Try it: Output the entries exactly as they appear. Pictures should not be included.

BEGIN Data records

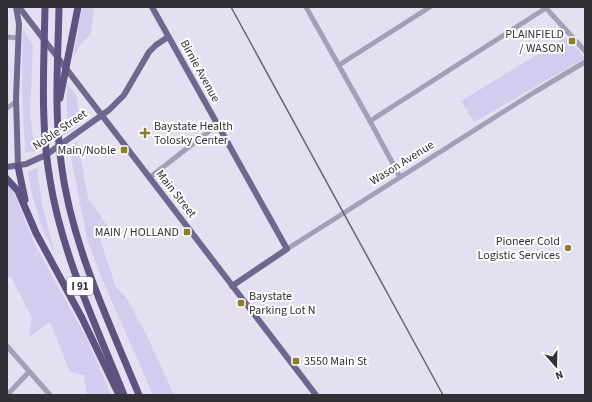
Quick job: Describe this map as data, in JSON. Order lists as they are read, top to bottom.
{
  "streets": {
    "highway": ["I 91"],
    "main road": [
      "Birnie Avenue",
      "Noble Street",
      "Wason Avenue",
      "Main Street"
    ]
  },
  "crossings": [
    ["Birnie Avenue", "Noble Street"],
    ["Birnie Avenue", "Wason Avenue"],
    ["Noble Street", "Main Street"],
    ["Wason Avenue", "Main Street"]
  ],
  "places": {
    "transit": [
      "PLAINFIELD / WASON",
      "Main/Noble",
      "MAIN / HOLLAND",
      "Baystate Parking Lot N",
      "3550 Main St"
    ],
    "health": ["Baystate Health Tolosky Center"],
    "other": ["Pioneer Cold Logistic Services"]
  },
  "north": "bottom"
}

END Data records

Exercise answer:
Quick job: Describe this map as data, in JSON. Order lists as they are read, top to bottom.
{
  "streets": {
    "highway": ["I 91"],
    "main road": [
      "Birnie Avenue",
      "Noble Street",
      "Wason Avenue",
      "Main Street"
    ]
  },
  "crossings": [
    ["Birnie Avenue", "Noble Street"],
    ["Birnie Avenue", "Wason Avenue"],
    ["Noble Street", "Main Street"],
    ["Wason Avenue", "Main Street"]
  ],
  "places": {
    "transit": [
      "PLAINFIELD / WASON",
      "Main/Noble",
      "MAIN / HOLLAND",
      "Baystate Parking Lot N",
      "3550 Main St"
    ],
    "health": ["Baystate Health Tolosky Center"],
    "other": ["Pioneer Cold Logistic Services"]
  },
  "north": "bottom"
}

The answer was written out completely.